### [Work request]
Pictures in the records are to be omitted; everything else is copied exactly.

### [Information provided]
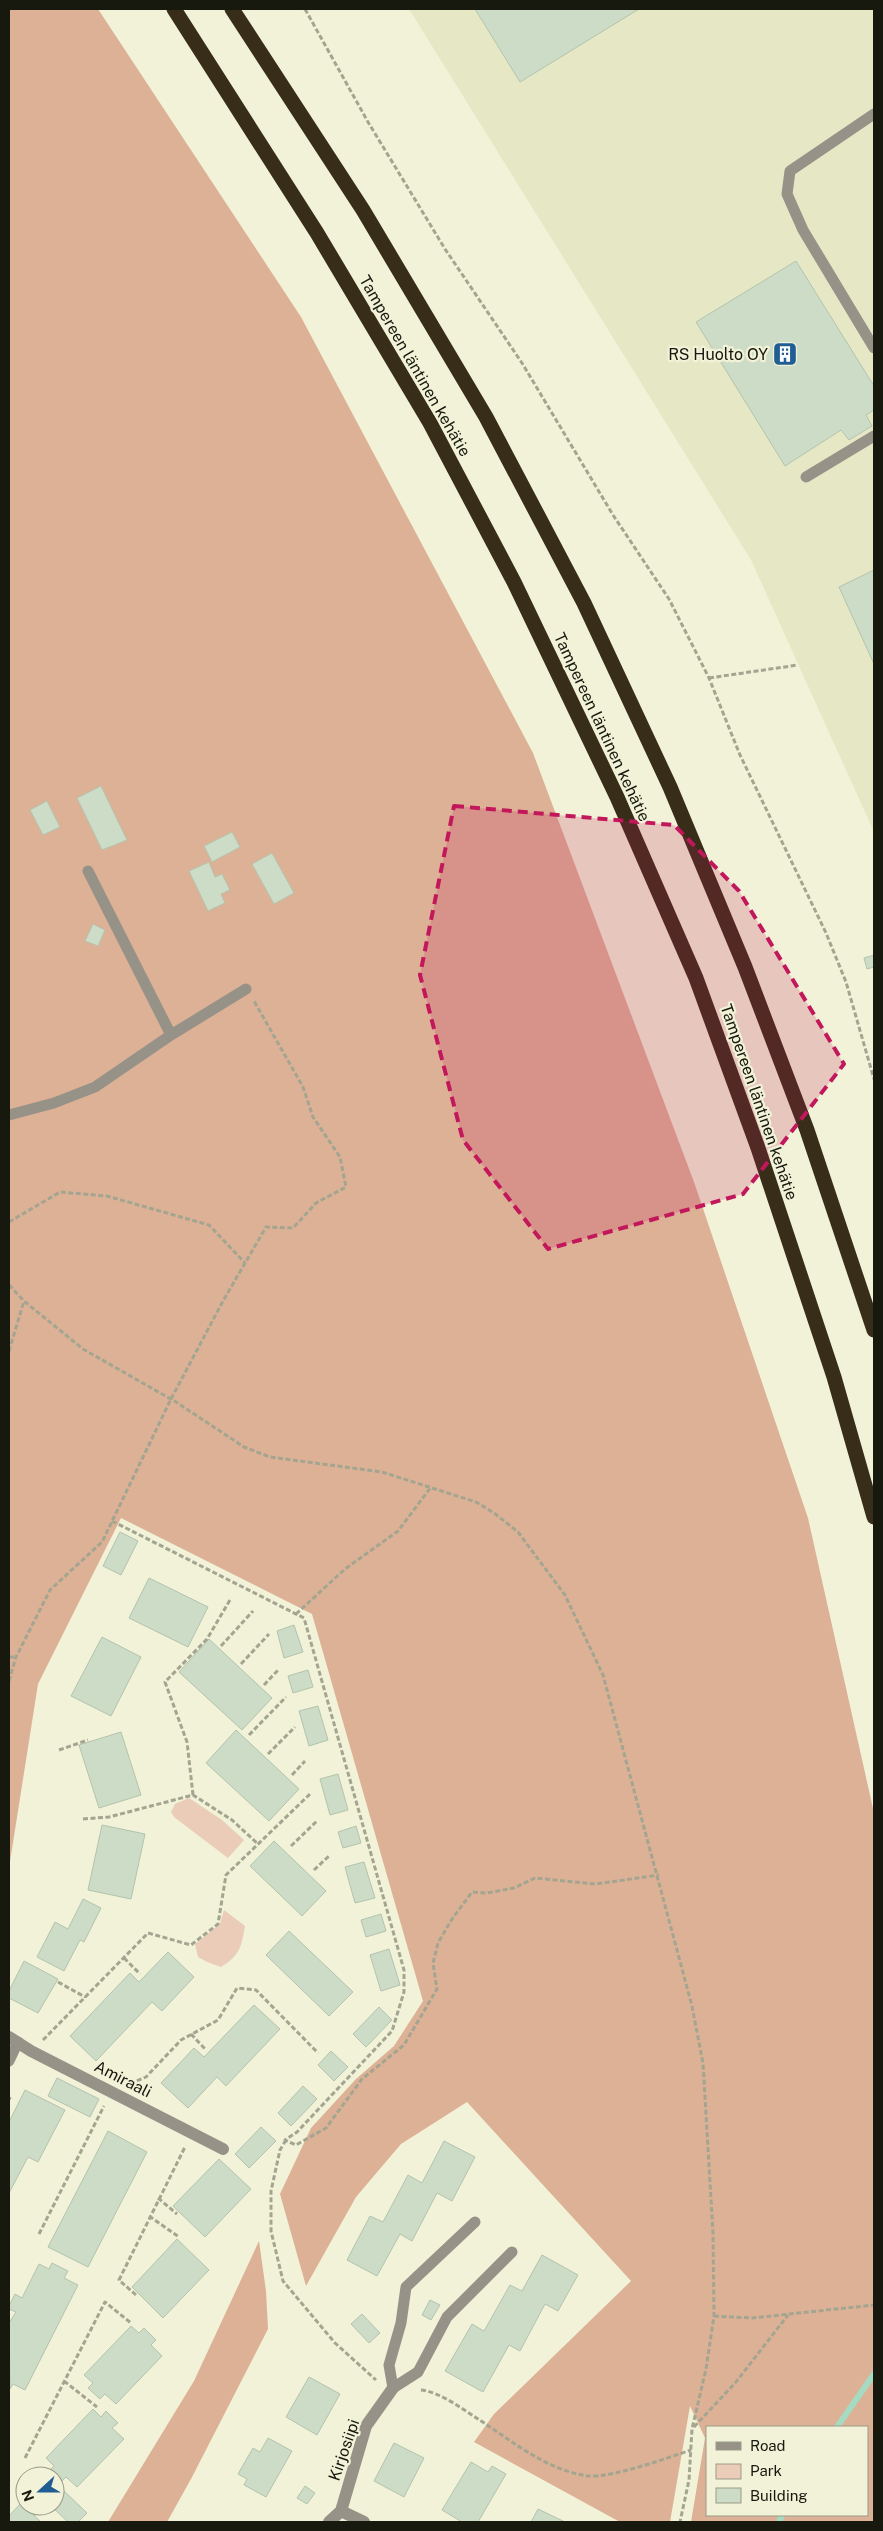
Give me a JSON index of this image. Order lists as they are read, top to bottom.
{
  "streets": {
    "highway": ["Tampereen läntinen kehätie"],
    "street": ["Amiraali", "Kirjosiipi"]
  },
  "places": {
    "building": ["RS Huolto OY"]
  },
  "legend": ["Road", "Park", "Building"],
  "north": "left"
}
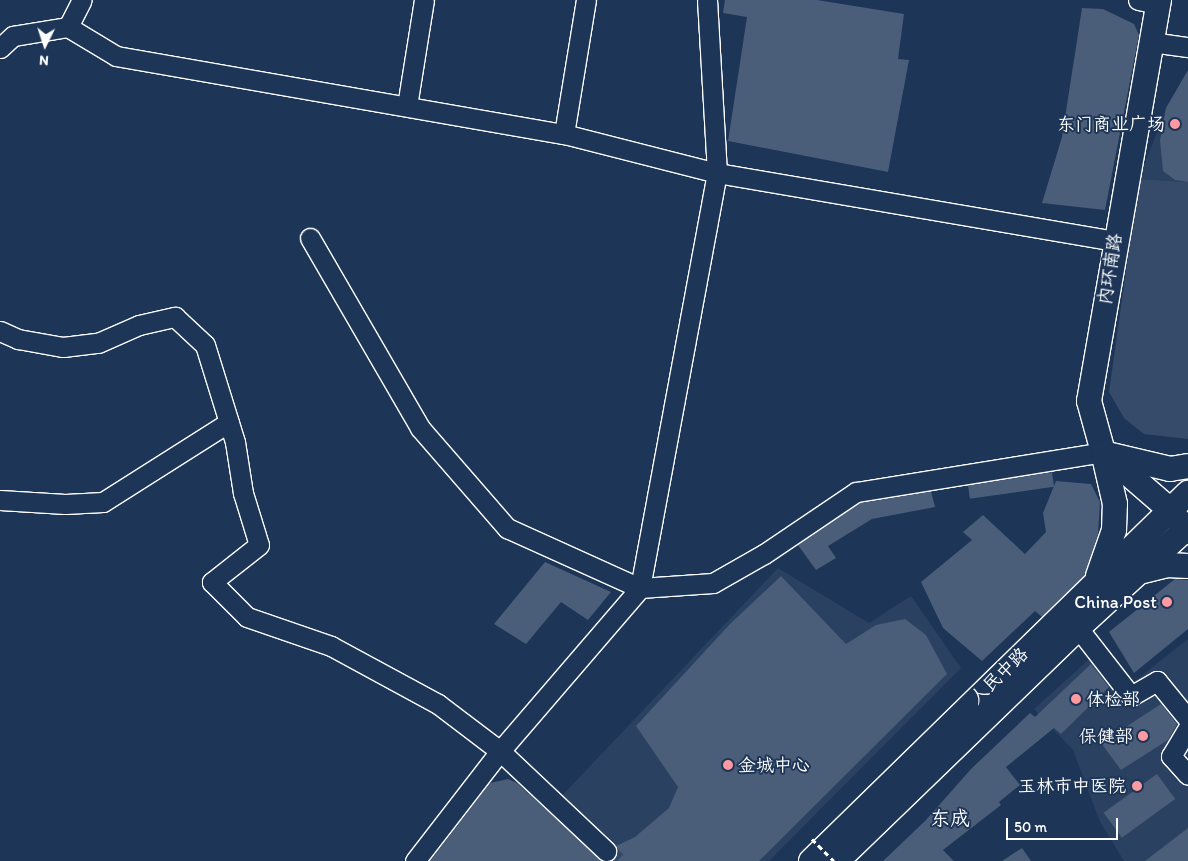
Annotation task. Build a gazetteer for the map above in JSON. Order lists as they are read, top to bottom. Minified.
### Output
{"streets":{"main road":["内环南路","人民中路"]},"crossings":[["内环南路","人民中路"]],"districts":["东成"],"places":["东门商业广场","China Post","体检部","保健部","金城中心","玉林市中医院"],"scale_bar":"50 m","north":"bottom"}
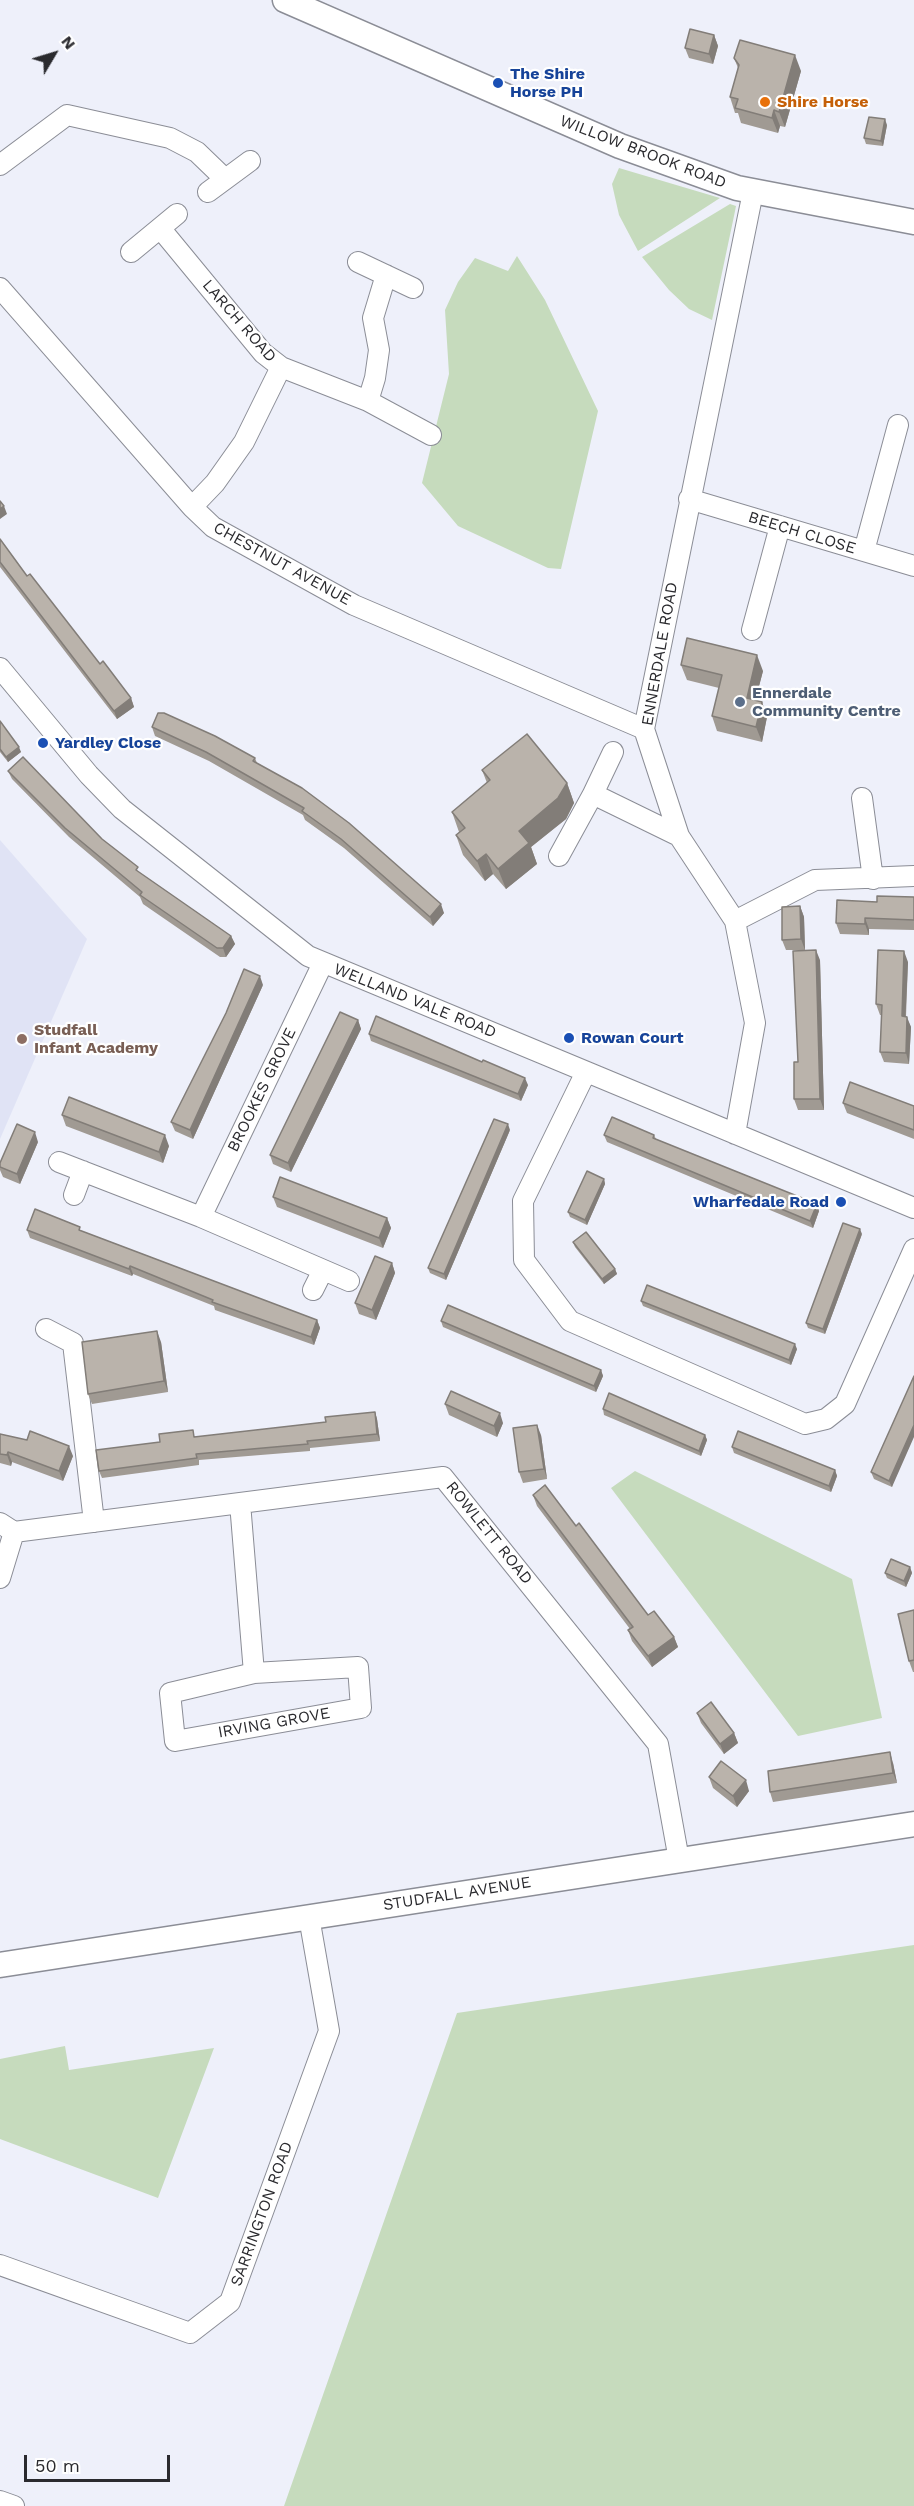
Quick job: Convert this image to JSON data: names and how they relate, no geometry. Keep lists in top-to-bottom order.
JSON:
{
  "streets": {
    "street": [
      "WILLOW BROOK ROAD",
      "LARCH ROAD",
      "BEECH CLOSE",
      "CHESTNUT AVENUE",
      "ENNERDALE ROAD",
      "WELLAND VALE ROAD",
      "BROOKES GROVE",
      "ROWLETT ROAD",
      "IRVING GROVE",
      "STUDFALL AVENUE",
      "SARRINGTON ROAD"
    ]
  },
  "crossings": [
    ["WILLOW BROOK ROAD", "ENNERDALE ROAD"],
    ["LARCH ROAD", "CHESTNUT AVENUE"],
    ["BEECH CLOSE", "ENNERDALE ROAD"],
    ["CHESTNUT AVENUE", "ENNERDALE ROAD"],
    ["ENNERDALE ROAD", "WELLAND VALE ROAD"],
    ["WELLAND VALE ROAD", "BROOKES GROVE"],
    ["ROWLETT ROAD", "STUDFALL AVENUE"],
    ["STUDFALL AVENUE", "SARRINGTON ROAD"]
  ],
  "places": [
    "The Shire Horse PH",
    "Shire Horse",
    "Ennerdale Community Centre",
    "Yardley Close",
    "Rowan Court",
    "Studfall Infant Academy",
    "Wharfedale Road"
  ],
  "scale_bar": "50 m",
  "north": "top right"
}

### [Answer box]
Give me a JSON index of this image. Order lists as they are read, top to bottom.
{
  "streets": {
    "highway": ["Tampereen läntinen kehätie"],
    "street": ["Amiraali", "Kirjosiipi"]
  },
  "places": {
    "building": ["RS Huolto OY"]
  },
  "legend": ["Road", "Park", "Building"],
  "north": "left"
}
Annotation task. Build a gazetteer for the map above in JSON. Order lists as they are read, top to bottom. Minified.
### Output
{"streets":{"main road":["内环南路","人民中路"]},"crossings":[["内环南路","人民中路"]],"districts":["东成"],"places":["东门商业广场","China Post","体检部","保健部","金城中心","玉林市中医院"],"scale_bar":"50 m","north":"bottom"}
Quick job: Convert this image to JSON data: names and how they relate, no geometry. Keep lists in top-to-bottom order.
JSON:
{
  "streets": {
    "street": [
      "WILLOW BROOK ROAD",
      "LARCH ROAD",
      "BEECH CLOSE",
      "CHESTNUT AVENUE",
      "ENNERDALE ROAD",
      "WELLAND VALE ROAD",
      "BROOKES GROVE",
      "ROWLETT ROAD",
      "IRVING GROVE",
      "STUDFALL AVENUE",
      "SARRINGTON ROAD"
    ]
  },
  "crossings": [
    ["WILLOW BROOK ROAD", "ENNERDALE ROAD"],
    ["LARCH ROAD", "CHESTNUT AVENUE"],
    ["BEECH CLOSE", "ENNERDALE ROAD"],
    ["CHESTNUT AVENUE", "ENNERDALE ROAD"],
    ["ENNERDALE ROAD", "WELLAND VALE ROAD"],
    ["WELLAND VALE ROAD", "BROOKES GROVE"],
    ["ROWLETT ROAD", "STUDFALL AVENUE"],
    ["STUDFALL AVENUE", "SARRINGTON ROAD"]
  ],
  "places": [
    "The Shire Horse PH",
    "Shire Horse",
    "Ennerdale Community Centre",
    "Yardley Close",
    "Rowan Court",
    "Studfall Infant Academy",
    "Wharfedale Road"
  ],
  "scale_bar": "50 m",
  "north": "top right"
}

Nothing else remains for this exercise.